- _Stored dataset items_
-------------------------

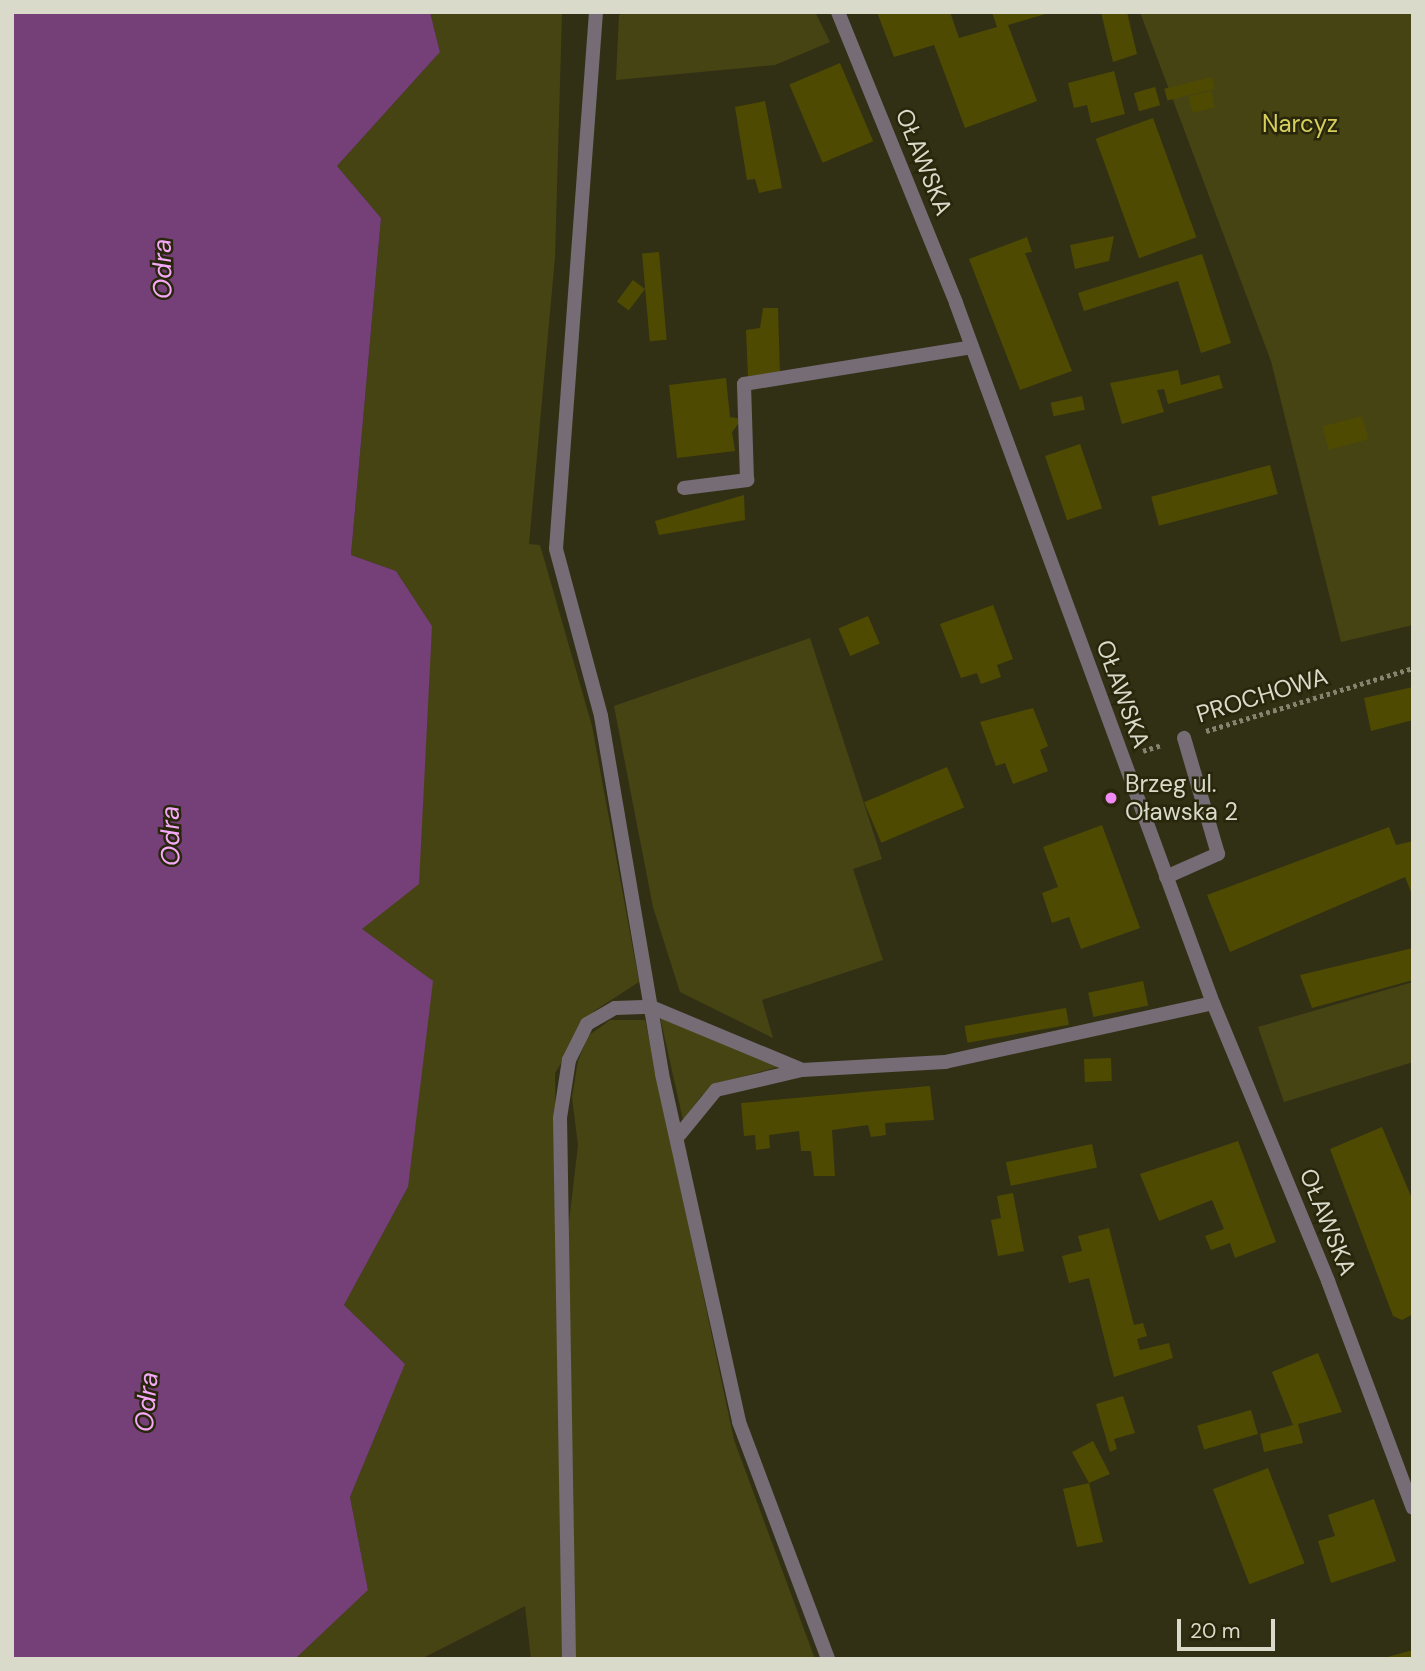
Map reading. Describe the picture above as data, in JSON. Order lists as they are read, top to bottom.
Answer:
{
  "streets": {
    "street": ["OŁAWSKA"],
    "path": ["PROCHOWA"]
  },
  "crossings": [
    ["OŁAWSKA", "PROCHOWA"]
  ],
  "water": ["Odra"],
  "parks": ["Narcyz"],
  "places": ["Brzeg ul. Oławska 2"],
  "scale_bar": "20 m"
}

-------------------------

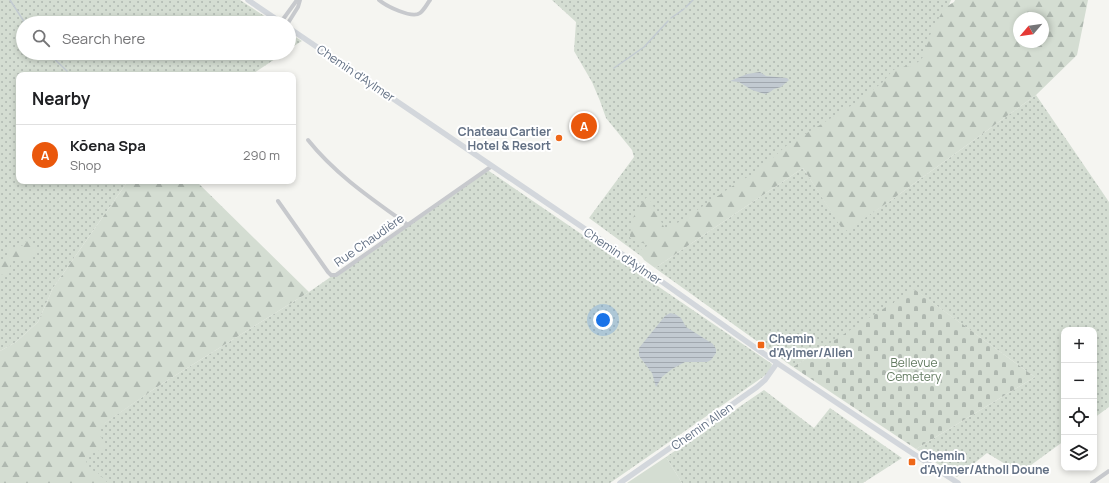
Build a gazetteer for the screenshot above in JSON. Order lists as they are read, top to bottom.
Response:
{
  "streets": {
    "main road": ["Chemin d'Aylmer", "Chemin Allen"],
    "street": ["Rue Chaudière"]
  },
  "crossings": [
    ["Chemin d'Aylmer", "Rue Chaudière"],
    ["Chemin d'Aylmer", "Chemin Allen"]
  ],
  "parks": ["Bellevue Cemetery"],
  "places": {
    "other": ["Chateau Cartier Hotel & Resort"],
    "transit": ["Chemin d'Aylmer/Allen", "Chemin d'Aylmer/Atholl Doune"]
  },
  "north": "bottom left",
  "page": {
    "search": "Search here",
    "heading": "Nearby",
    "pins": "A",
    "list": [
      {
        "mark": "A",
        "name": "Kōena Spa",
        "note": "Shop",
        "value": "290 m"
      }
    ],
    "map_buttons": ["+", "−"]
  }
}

-------------------------

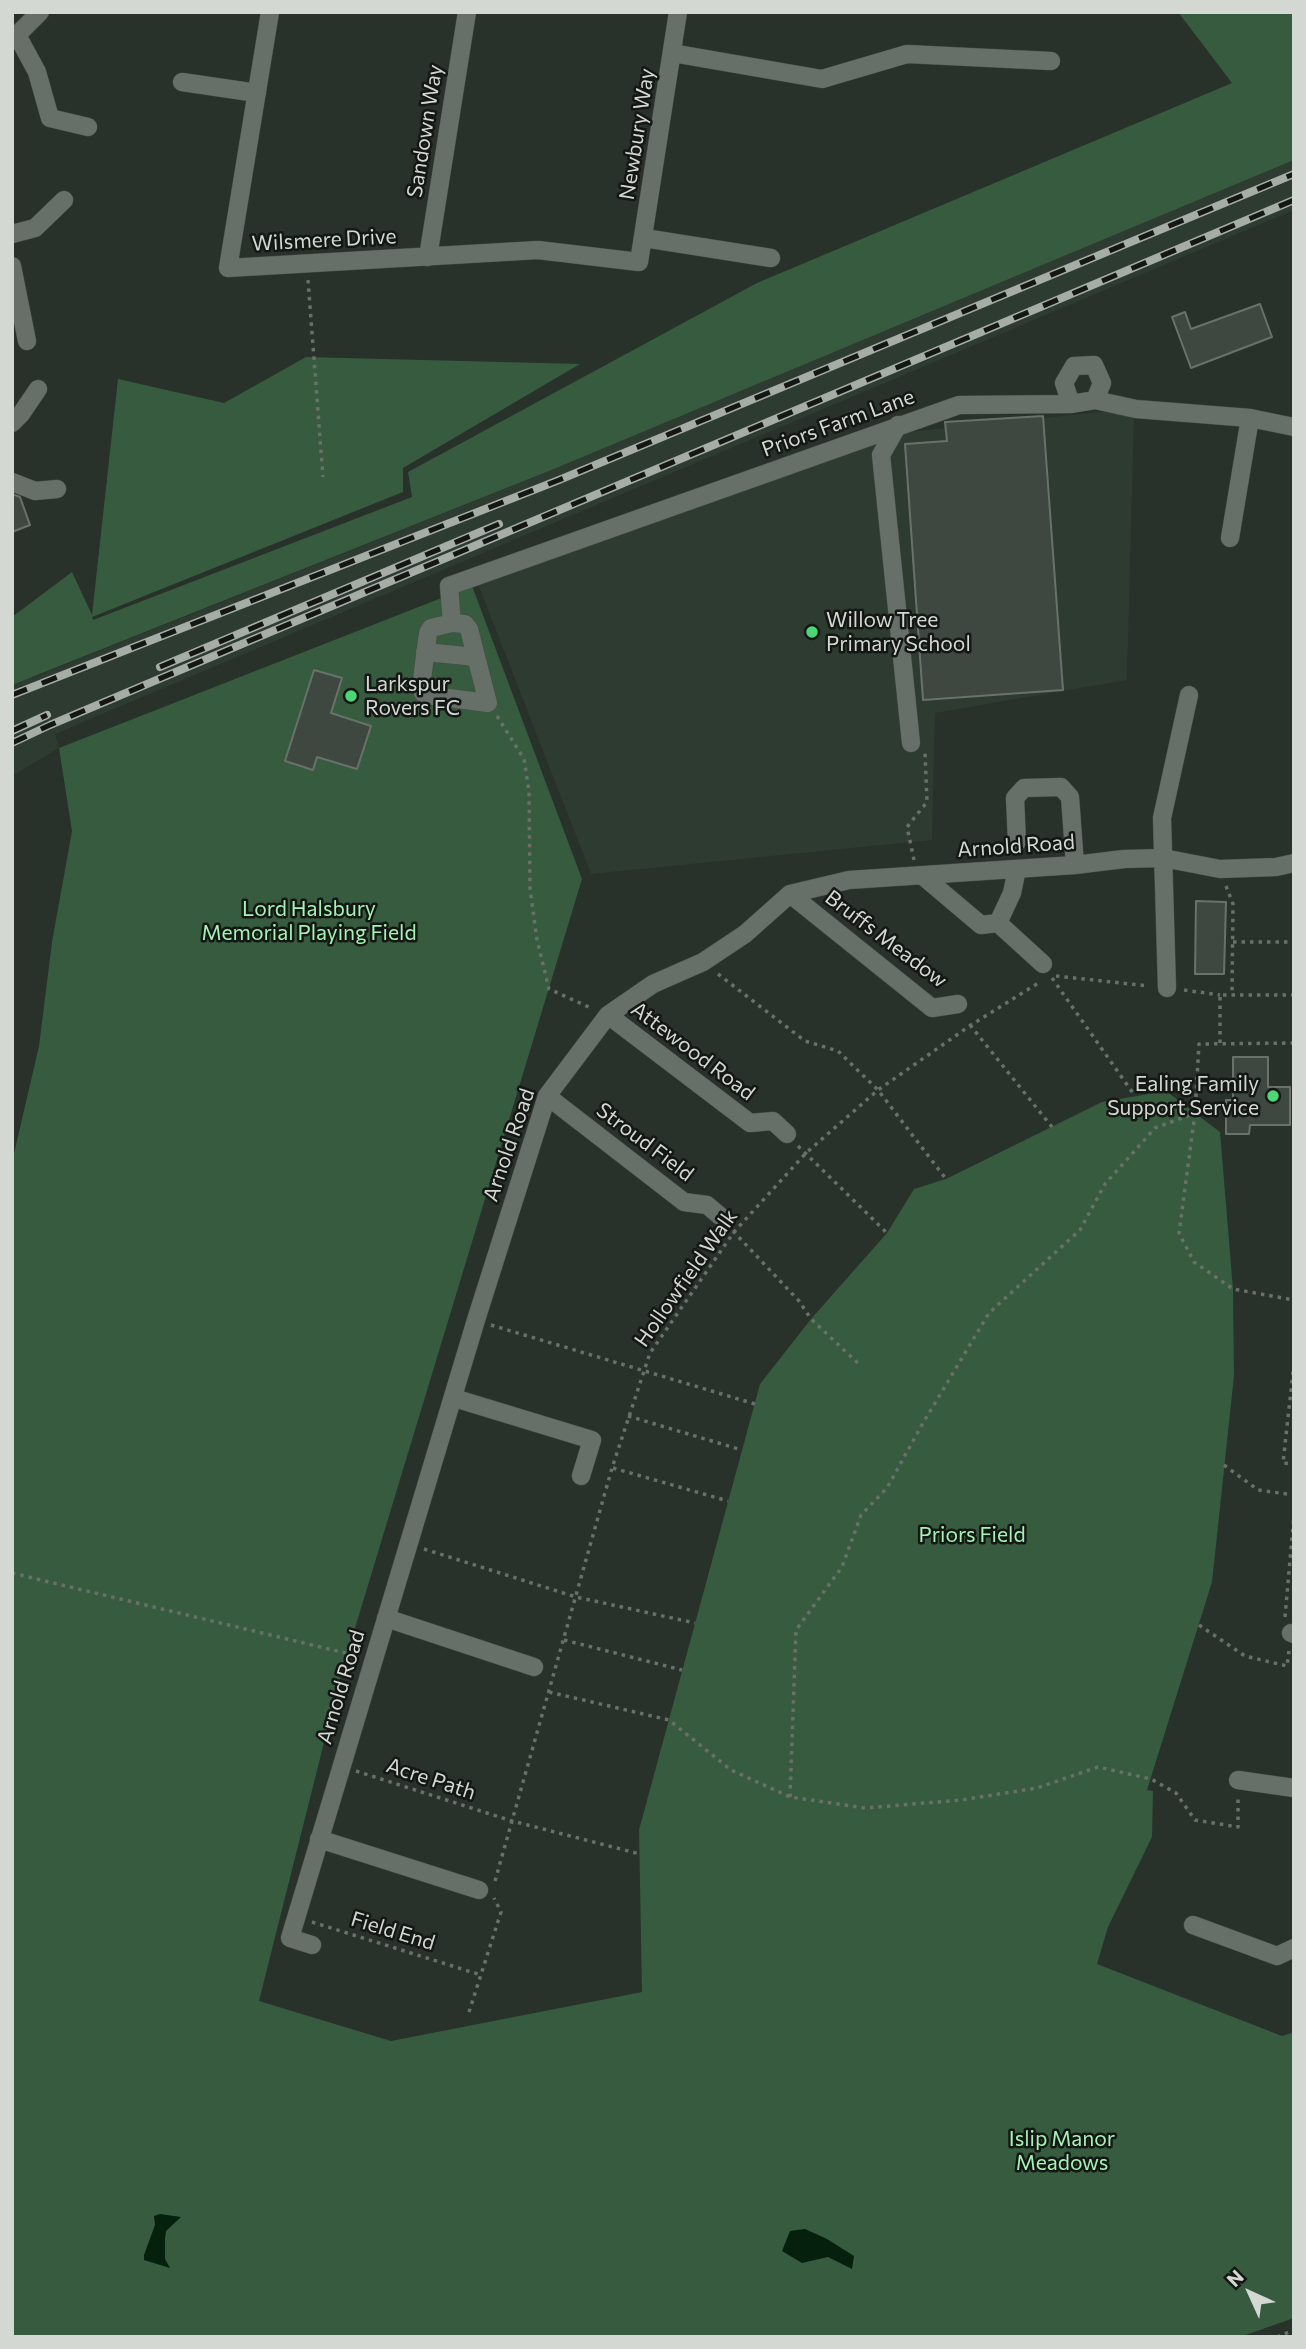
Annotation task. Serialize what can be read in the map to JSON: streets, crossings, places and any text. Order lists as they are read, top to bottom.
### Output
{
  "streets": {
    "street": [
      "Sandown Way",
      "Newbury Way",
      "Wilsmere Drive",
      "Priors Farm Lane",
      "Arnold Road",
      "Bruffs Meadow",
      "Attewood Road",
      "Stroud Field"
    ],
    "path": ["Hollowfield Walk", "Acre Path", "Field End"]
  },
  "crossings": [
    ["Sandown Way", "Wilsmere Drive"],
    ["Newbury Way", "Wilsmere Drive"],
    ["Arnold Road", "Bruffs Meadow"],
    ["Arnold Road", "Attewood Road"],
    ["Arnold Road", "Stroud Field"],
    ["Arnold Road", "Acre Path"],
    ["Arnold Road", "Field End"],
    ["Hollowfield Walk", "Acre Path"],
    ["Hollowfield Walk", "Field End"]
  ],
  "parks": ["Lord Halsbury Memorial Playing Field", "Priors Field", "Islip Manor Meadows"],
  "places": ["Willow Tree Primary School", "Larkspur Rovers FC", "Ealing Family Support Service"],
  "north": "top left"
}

-------------------------

Only a number is wanted here: the count of lines in the data that include the word "above".

2